→ What needs to be done:
Filtering the records below, copy only those lines that include the word "align".

Stored items:
*** Begin section ***
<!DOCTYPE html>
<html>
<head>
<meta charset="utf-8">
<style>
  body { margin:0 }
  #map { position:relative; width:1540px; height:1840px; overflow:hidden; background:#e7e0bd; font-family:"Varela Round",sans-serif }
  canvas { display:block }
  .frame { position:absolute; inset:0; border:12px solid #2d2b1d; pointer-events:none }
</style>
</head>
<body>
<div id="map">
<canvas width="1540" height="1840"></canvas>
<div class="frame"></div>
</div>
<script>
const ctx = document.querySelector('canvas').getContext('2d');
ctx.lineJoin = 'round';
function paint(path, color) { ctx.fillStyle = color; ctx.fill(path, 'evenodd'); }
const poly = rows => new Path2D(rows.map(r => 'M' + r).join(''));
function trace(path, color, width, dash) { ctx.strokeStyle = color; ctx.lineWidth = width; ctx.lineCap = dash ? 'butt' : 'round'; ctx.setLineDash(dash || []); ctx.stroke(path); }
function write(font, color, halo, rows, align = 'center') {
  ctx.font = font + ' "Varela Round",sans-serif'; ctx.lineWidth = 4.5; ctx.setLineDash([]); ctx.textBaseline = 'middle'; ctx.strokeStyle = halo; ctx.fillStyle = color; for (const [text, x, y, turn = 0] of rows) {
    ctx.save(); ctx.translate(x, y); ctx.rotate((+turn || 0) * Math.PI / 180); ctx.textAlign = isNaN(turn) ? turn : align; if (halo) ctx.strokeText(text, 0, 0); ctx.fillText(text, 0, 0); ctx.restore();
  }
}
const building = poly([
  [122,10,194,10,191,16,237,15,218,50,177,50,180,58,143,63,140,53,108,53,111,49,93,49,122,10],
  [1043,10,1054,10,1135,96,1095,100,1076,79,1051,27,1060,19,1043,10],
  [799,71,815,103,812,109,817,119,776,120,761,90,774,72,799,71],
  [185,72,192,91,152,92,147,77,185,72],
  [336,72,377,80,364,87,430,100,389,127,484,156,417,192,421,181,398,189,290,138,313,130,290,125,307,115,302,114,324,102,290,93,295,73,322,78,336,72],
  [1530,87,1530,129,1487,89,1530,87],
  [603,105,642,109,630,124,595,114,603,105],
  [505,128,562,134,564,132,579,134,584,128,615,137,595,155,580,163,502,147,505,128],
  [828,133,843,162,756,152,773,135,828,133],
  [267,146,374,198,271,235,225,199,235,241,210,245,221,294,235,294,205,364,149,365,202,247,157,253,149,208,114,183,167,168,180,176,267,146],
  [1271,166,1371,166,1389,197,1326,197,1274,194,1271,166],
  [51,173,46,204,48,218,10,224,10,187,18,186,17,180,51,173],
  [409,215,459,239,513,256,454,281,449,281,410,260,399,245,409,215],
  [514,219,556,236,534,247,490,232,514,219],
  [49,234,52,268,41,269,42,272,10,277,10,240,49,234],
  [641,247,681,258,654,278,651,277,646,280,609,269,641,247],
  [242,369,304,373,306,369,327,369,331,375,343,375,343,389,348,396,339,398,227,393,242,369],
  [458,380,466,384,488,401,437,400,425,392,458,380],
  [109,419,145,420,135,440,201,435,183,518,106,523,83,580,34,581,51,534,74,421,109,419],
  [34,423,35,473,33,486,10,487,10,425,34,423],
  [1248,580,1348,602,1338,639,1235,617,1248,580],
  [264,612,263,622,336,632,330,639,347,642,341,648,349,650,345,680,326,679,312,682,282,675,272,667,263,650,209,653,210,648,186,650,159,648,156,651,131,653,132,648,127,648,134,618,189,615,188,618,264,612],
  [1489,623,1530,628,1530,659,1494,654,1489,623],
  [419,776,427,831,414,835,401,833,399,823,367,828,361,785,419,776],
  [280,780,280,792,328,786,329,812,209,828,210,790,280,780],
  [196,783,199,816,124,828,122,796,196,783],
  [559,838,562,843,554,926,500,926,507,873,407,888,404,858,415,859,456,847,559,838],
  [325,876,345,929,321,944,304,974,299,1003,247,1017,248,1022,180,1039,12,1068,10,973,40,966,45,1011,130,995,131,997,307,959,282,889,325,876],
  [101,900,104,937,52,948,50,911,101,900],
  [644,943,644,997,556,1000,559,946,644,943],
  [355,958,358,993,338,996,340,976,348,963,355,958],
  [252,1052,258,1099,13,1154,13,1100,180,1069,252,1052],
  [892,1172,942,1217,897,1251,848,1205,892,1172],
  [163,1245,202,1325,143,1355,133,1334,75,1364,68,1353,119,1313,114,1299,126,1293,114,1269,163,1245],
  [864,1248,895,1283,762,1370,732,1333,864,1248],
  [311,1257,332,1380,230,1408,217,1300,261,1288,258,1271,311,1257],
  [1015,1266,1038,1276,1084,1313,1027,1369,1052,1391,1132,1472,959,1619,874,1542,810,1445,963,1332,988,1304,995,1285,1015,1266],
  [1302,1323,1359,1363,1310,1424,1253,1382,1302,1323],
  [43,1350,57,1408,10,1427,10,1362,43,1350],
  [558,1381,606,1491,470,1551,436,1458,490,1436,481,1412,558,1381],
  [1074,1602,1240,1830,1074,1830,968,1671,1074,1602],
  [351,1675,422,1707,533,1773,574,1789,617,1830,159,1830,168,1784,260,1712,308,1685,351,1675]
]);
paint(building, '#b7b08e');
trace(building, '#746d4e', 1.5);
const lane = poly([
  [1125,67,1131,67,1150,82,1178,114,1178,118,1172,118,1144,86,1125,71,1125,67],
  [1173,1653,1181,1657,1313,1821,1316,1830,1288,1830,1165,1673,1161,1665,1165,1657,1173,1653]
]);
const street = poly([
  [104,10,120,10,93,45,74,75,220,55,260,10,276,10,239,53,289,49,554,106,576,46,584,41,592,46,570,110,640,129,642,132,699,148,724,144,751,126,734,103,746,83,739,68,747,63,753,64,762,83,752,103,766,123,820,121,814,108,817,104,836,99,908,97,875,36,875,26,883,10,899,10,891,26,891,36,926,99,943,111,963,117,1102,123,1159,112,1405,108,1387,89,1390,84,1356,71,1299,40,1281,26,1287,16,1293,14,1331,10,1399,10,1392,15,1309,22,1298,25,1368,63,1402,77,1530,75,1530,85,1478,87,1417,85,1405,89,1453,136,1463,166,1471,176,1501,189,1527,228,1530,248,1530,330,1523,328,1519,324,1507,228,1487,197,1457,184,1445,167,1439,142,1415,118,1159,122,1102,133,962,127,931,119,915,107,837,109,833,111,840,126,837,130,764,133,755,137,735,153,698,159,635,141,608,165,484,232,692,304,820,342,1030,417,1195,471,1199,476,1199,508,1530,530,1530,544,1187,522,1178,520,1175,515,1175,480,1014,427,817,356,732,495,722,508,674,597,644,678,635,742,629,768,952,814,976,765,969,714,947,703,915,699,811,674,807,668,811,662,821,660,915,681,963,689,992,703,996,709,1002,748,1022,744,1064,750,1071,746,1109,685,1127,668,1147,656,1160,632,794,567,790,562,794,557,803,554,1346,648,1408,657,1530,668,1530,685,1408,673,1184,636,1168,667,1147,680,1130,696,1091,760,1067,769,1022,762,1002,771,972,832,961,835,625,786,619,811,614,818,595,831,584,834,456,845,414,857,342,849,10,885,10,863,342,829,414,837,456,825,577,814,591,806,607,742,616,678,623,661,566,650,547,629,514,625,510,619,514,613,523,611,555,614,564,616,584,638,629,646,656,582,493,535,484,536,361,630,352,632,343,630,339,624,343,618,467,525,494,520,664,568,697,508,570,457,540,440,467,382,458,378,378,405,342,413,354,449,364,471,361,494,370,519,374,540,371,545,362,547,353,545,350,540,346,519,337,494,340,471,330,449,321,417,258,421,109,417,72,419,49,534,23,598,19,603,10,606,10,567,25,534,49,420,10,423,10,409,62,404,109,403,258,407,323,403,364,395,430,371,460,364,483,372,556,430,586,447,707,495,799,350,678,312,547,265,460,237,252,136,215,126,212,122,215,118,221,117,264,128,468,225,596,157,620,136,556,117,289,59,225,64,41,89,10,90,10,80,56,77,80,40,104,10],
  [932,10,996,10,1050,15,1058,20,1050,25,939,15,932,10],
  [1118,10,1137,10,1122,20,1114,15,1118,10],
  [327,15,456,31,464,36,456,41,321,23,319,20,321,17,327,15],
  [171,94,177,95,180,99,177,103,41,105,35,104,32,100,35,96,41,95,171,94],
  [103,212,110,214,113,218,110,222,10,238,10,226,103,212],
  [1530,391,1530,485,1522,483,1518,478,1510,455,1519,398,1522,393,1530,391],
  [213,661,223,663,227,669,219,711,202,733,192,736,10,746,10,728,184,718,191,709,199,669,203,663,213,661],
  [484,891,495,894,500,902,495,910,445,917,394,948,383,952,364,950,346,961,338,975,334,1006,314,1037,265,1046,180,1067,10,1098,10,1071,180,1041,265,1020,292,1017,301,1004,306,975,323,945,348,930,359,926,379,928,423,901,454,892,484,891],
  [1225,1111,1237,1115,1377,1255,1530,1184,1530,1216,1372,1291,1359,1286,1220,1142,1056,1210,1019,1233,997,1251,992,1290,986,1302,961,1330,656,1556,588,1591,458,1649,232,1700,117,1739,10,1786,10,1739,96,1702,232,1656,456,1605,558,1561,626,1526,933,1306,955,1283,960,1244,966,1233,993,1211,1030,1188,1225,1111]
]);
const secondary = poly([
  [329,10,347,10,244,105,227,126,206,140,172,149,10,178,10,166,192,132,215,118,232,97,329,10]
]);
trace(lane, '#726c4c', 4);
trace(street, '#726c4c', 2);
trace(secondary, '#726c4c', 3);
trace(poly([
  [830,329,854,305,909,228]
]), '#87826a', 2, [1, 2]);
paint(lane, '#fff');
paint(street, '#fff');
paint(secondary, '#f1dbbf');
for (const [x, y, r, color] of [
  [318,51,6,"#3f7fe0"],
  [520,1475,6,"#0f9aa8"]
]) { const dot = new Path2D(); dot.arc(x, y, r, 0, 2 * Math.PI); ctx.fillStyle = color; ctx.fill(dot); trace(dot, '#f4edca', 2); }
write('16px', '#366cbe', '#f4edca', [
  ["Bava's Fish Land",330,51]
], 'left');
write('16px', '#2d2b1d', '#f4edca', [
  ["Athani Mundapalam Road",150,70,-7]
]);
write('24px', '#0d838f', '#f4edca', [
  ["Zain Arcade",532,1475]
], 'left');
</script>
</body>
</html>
*** End section ***
→ Exercise output:
function write(font, color, halo, rows, align = 'center') {
    ctx.save(); ctx.translate(x, y); ctx.rotate((+turn || 0) * Math.PI / 180); ctx.textAlign = isNaN(turn) ? turn : align; if (halo) ctx.strokeText(text, 0, 0); ctx.fillText(text, 0, 0); ctx.restore();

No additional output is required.